MOVIE KILLER(S)

MOVIE KILLERS oder "dauernd Mut du etwas machen, was keinen Anfang und kein Ende hat".

 

Jos Diegel mit einem neuen Experimentalfilm in Kooperation mit dem Mainzer Kunstverein – Walpodenakademie e.V.

am 21.09.2018 zu sehen in der Wiesbadener Gallery RubrechtContemporary

Dinge verändern sich – manchmal dramatisch manchmal schleichend aber dennoch in ihrer Auswirkung deutlich. Jeder kennt das, der einmal eine Küstenregion entlang gelaufen ist und die Macht des Wassers kennengelernt hat. Kurzum - die Naturgewalten schleifen, bohren, spülen und kippen die Welt so, wie es ihnen gefällt.
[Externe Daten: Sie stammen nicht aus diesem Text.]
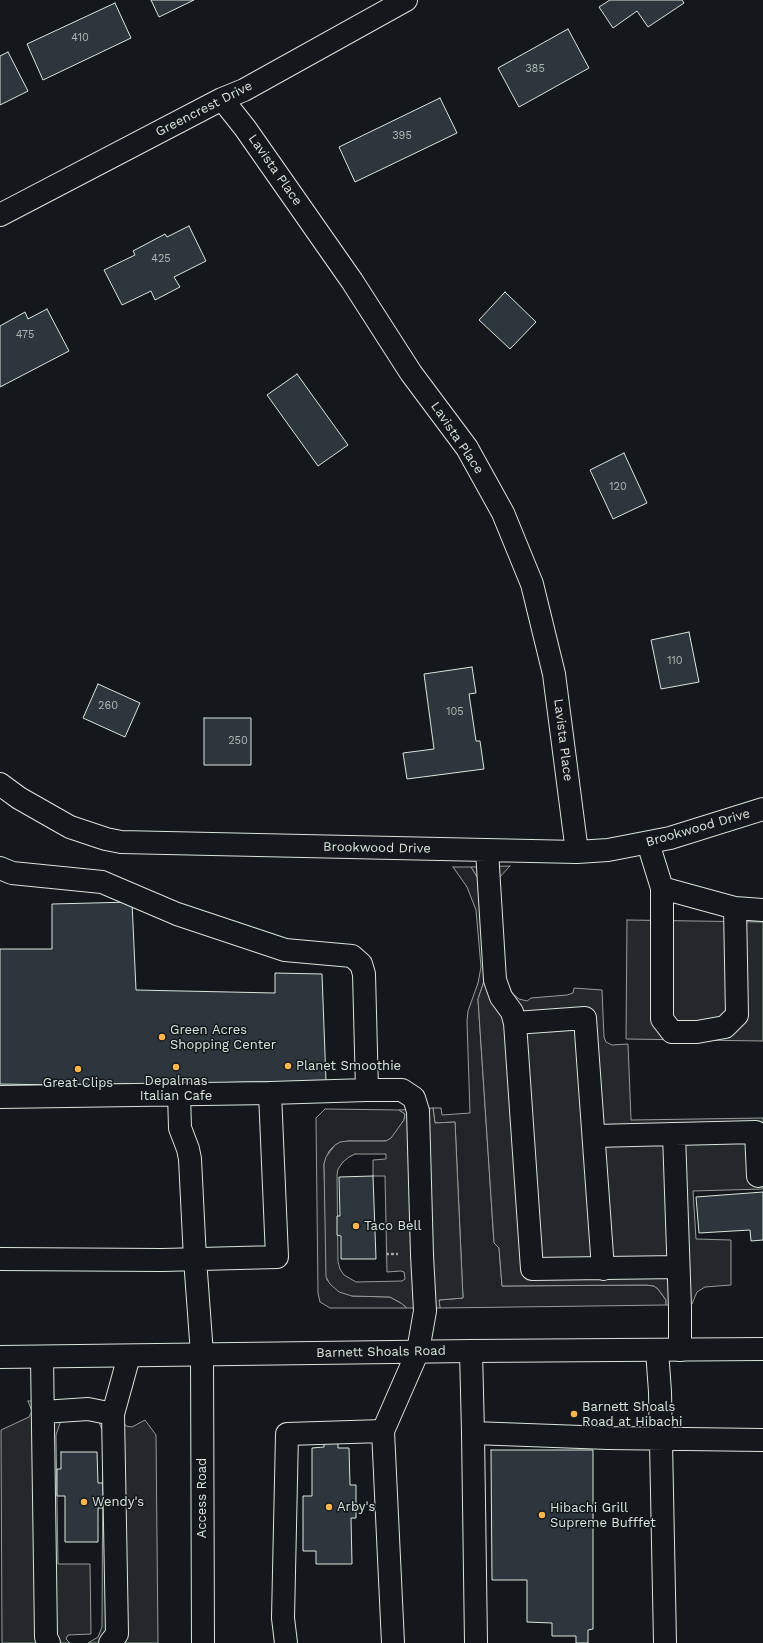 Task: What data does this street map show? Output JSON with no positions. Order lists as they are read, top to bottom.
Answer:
{
  "streets": {
    "street": [
      "Greencrest Drive",
      "Lavista Place",
      "Brookwood Drive",
      "Barnett Shoals Road",
      "Access Road"
    ]
  },
  "crossings": [
    ["Greencrest Drive", "Lavista Place"],
    ["Lavista Place", "Brookwood Drive"],
    ["Barnett Shoals Road", "Access Road"]
  ],
  "places": [
    "Green Acres Shopping Center",
    "Planet Smoothie",
    "Depalmas Italian Cafe",
    "Great Clips",
    "Taco Bell",
    "Barnett Shoals Road at Hibachi",
    "Wendy's",
    "Arby's",
    "Hibachi Grill Supreme Bufffet"
  ],
  "house_numbers": [
    "410",
    "385",
    "395",
    "425",
    "475",
    "120",
    "110",
    "260",
    "105",
    "250"
  ]
} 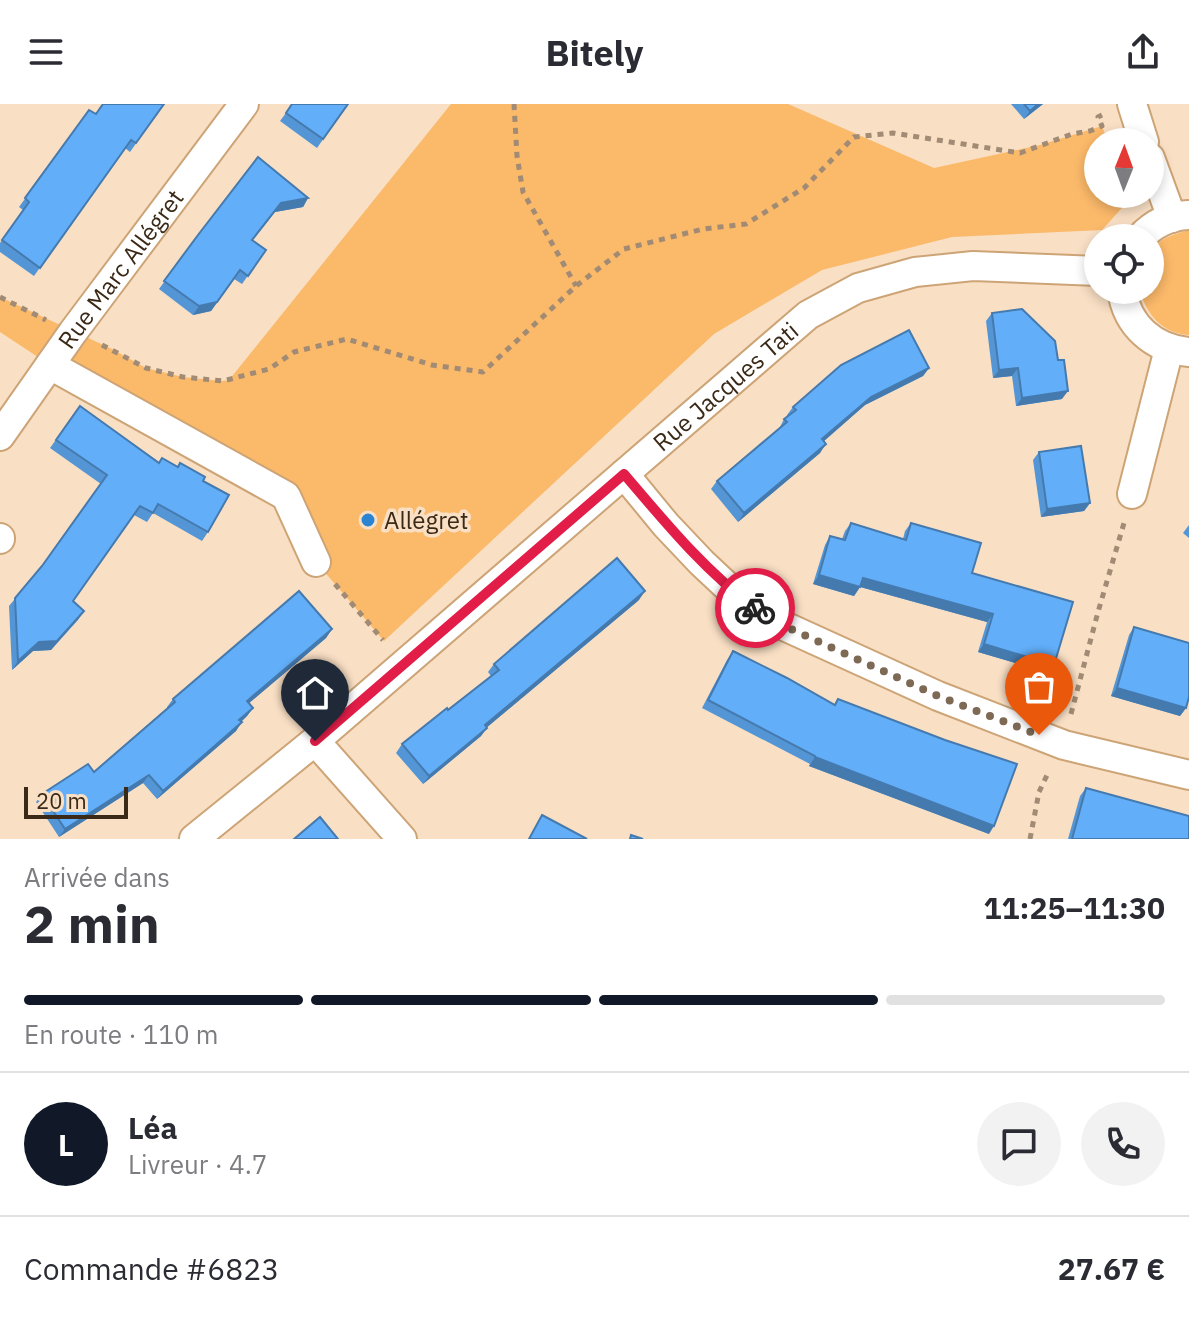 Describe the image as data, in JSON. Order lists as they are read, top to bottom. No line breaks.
{"streets":{"street":["Rue Marc Allégret","Rue Jacques Tati"]},"places":["Allégret"],"scale_bar":"20 m","north":"top","page":{"header":"Bitely","scale":"20 m","heading":["2 min","Arrivée dans","11:25–11:30"],"panel":["Léa","Livreur · 4.7","Commande #6823","27.67 €"],"bar":"En route · 110 m","round":"L"}}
Auch wir Menschen kennen dies und schätzen es, wenn wir aus unserem täglichen tun heraus neue Werte schaffen und es nicht als Zerstörung verstehen. Aber wird nicht immer etwas benutzt, um es in eine andere Form zu bringen. Wie man diesen Prozess versteht und oder auch erlebt, macht es dann zu einem schöpferischen oder zerstörerischen Akt.

Ich selbst habe mich recht früh in den 80er mit dem Filmemachen beschäftigt. Damals war das noch richtige Handarbeit. Mit 16 Jahren setzte man auf Schmalspur – obwohl man sich als Teenager oft groß vorkam. Die Super 8 Streifen hingen bei mir regelrecht auf Wäscheleinen im Zimmer – immer fest im Blick, wie ich welche Sequenz nun in die richtige dramaturgische Reihenfolge bringe. Fertiggeklebt war dann der Kurzfilm nach einiger Zeit. Fokussiert hatte ich mich seinerzeit auf die Tierfilmerei.

 

Nun -  35 Jahre später – wurde ich wieder mit Filmstreifen konfrontiert – diesmal aber in 35mm Format.

Ein kreativer Kopf – mit Namen Jos Diegel, Filmemacher aus Offenbach – lud uns ein eine experimentelle Filmarbeit umzusetzen. Den Rahmen hierzu setzte der Mainzer Kunstverein- Walpodenakademie e.V. . Übrigens, wer für außergewöhnliche Kunsterlebnisse empfänglich ist, sollte hier öfters vorbeischauen. So hat der Leiter dieser Einrichtung Stefan Brand auch gemeinsam mit Jos Diegel zu einem 35mm Workshop in die Neubrunnenstraße eingeladen.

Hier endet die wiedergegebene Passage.